── EXTRACTED DATA
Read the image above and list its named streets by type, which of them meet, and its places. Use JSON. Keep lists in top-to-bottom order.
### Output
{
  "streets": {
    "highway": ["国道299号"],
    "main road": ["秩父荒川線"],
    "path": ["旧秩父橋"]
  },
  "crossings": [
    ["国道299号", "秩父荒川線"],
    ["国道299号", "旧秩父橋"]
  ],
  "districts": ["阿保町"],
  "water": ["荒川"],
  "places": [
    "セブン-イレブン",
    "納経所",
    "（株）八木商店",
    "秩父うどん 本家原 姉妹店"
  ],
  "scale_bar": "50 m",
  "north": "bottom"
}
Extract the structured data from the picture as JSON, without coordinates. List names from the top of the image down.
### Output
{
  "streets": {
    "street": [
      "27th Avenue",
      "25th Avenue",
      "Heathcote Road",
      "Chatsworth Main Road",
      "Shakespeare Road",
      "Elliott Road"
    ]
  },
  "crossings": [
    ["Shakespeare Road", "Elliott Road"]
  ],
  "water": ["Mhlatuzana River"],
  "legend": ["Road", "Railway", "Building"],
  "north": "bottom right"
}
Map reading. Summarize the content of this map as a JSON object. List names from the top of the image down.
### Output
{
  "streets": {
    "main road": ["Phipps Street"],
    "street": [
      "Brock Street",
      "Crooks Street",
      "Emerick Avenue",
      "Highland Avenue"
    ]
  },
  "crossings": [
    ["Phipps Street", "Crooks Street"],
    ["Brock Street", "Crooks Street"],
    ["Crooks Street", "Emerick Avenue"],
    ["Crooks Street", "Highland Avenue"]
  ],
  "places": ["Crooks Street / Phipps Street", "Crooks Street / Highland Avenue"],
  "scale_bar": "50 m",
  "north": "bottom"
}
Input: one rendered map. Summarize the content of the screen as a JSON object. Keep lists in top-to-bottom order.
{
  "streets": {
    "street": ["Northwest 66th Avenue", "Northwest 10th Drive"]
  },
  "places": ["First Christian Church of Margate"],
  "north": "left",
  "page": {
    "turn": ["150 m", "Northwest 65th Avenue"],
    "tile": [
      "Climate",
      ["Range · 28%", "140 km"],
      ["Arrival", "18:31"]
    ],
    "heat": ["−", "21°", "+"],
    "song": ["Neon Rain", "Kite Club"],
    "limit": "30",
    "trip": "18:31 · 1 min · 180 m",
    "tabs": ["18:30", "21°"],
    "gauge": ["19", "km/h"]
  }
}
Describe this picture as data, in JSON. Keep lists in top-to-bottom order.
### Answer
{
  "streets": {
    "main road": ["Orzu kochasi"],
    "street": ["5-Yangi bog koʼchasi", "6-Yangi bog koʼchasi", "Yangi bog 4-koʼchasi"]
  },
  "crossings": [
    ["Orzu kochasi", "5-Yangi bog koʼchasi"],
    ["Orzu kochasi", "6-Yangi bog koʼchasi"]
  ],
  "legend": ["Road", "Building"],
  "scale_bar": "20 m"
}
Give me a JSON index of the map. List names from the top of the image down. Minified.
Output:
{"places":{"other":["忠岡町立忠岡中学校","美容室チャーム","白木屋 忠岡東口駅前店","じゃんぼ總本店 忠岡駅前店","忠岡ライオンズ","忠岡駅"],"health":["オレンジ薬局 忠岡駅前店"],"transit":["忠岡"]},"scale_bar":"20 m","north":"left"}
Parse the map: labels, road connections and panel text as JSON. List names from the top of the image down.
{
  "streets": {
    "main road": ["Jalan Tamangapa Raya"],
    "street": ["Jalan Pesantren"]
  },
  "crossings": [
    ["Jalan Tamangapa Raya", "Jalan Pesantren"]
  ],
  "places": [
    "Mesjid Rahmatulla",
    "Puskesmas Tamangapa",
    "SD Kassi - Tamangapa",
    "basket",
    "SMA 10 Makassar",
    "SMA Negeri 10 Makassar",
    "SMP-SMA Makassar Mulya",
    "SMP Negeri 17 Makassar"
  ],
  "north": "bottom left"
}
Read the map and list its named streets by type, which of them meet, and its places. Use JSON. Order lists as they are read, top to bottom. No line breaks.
────
* _TO DO_: Please return all of the entries shown above, exactly as they stand.

* _TASK ANSWER_:
Read the image above and list its named streets by type, which of them meet, and its places. Use JSON. Keep lists in top-to-bottom order.
### Output
{
  "streets": {
    "highway": ["国道299号"],
    "main road": ["秩父荒川線"],
    "path": ["旧秩父橋"]
  },
  "crossings": [
    ["国道299号", "秩父荒川線"],
    ["国道299号", "旧秩父橋"]
  ],
  "districts": ["阿保町"],
  "water": ["荒川"],
  "places": [
    "セブン-イレブン",
    "納経所",
    "（株）八木商店",
    "秩父うどん 本家原 姉妹店"
  ],
  "scale_bar": "50 m",
  "north": "bottom"
}
Extract the structured data from the picture as JSON, without coordinates. List names from the top of the image down.
### Output
{
  "streets": {
    "street": [
      "27th Avenue",
      "25th Avenue",
      "Heathcote Road",
      "Chatsworth Main Road",
      "Shakespeare Road",
      "Elliott Road"
    ]
  },
  "crossings": [
    ["Shakespeare Road", "Elliott Road"]
  ],
  "water": ["Mhlatuzana River"],
  "legend": ["Road", "Railway", "Building"],
  "north": "bottom right"
}
Map reading. Summarize the content of this map as a JSON object. List names from the top of the image down.
### Output
{
  "streets": {
    "main road": ["Phipps Street"],
    "street": [
      "Brock Street",
      "Crooks Street",
      "Emerick Avenue",
      "Highland Avenue"
    ]
  },
  "crossings": [
    ["Phipps Street", "Crooks Street"],
    ["Brock Street", "Crooks Street"],
    ["Crooks Street", "Emerick Avenue"],
    ["Crooks Street", "Highland Avenue"]
  ],
  "places": ["Crooks Street / Phipps Street", "Crooks Street / Highland Avenue"],
  "scale_bar": "50 m",
  "north": "bottom"
}
Input: one rendered map. Summarize the content of the screen as a JSON object. Keep lists in top-to-bottom order.
{
  "streets": {
    "street": ["Northwest 66th Avenue", "Northwest 10th Drive"]
  },
  "places": ["First Christian Church of Margate"],
  "north": "left",
  "page": {
    "turn": ["150 m", "Northwest 65th Avenue"],
    "tile": [
      "Climate",
      ["Range · 28%", "140 km"],
      ["Arrival", "18:31"]
    ],
    "heat": ["−", "21°", "+"],
    "song": ["Neon Rain", "Kite Club"],
    "limit": "30",
    "trip": "18:31 · 1 min · 180 m",
    "tabs": ["18:30", "21°"],
    "gauge": ["19", "km/h"]
  }
}
Describe this picture as data, in JSON. Keep lists in top-to-bottom order.
### Answer
{
  "streets": {
    "main road": ["Orzu kochasi"],
    "street": ["5-Yangi bog koʼchasi", "6-Yangi bog koʼchasi", "Yangi bog 4-koʼchasi"]
  },
  "crossings": [
    ["Orzu kochasi", "5-Yangi bog koʼchasi"],
    ["Orzu kochasi", "6-Yangi bog koʼchasi"]
  ],
  "legend": ["Road", "Building"],
  "scale_bar": "20 m"
}
Give me a JSON index of the map. List names from the top of the image down. Minified.
Output:
{"places":{"other":["忠岡町立忠岡中学校","美容室チャーム","白木屋 忠岡東口駅前店","じゃんぼ總本店 忠岡駅前店","忠岡ライオンズ","忠岡駅"],"health":["オレンジ薬局 忠岡駅前店"],"transit":["忠岡"]},"scale_bar":"20 m","north":"left"}
Parse the map: labels, road connections and panel text as JSON. List names from the top of the image down.
{
  "streets": {
    "main road": ["Jalan Tamangapa Raya"],
    "street": ["Jalan Pesantren"]
  },
  "crossings": [
    ["Jalan Tamangapa Raya", "Jalan Pesantren"]
  ],
  "places": [
    "Mesjid Rahmatulla",
    "Puskesmas Tamangapa",
    "SD Kassi - Tamangapa",
    "basket",
    "SMA 10 Makassar",
    "SMA Negeri 10 Makassar",
    "SMP-SMA Makassar Mulya",
    "SMP Negeri 17 Makassar"
  ],
  "north": "bottom left"
}
Read the map and list its named streets by type, which of them meet, and its places. Use JSON. Order lists as they are read, top to bottom. No line breaks.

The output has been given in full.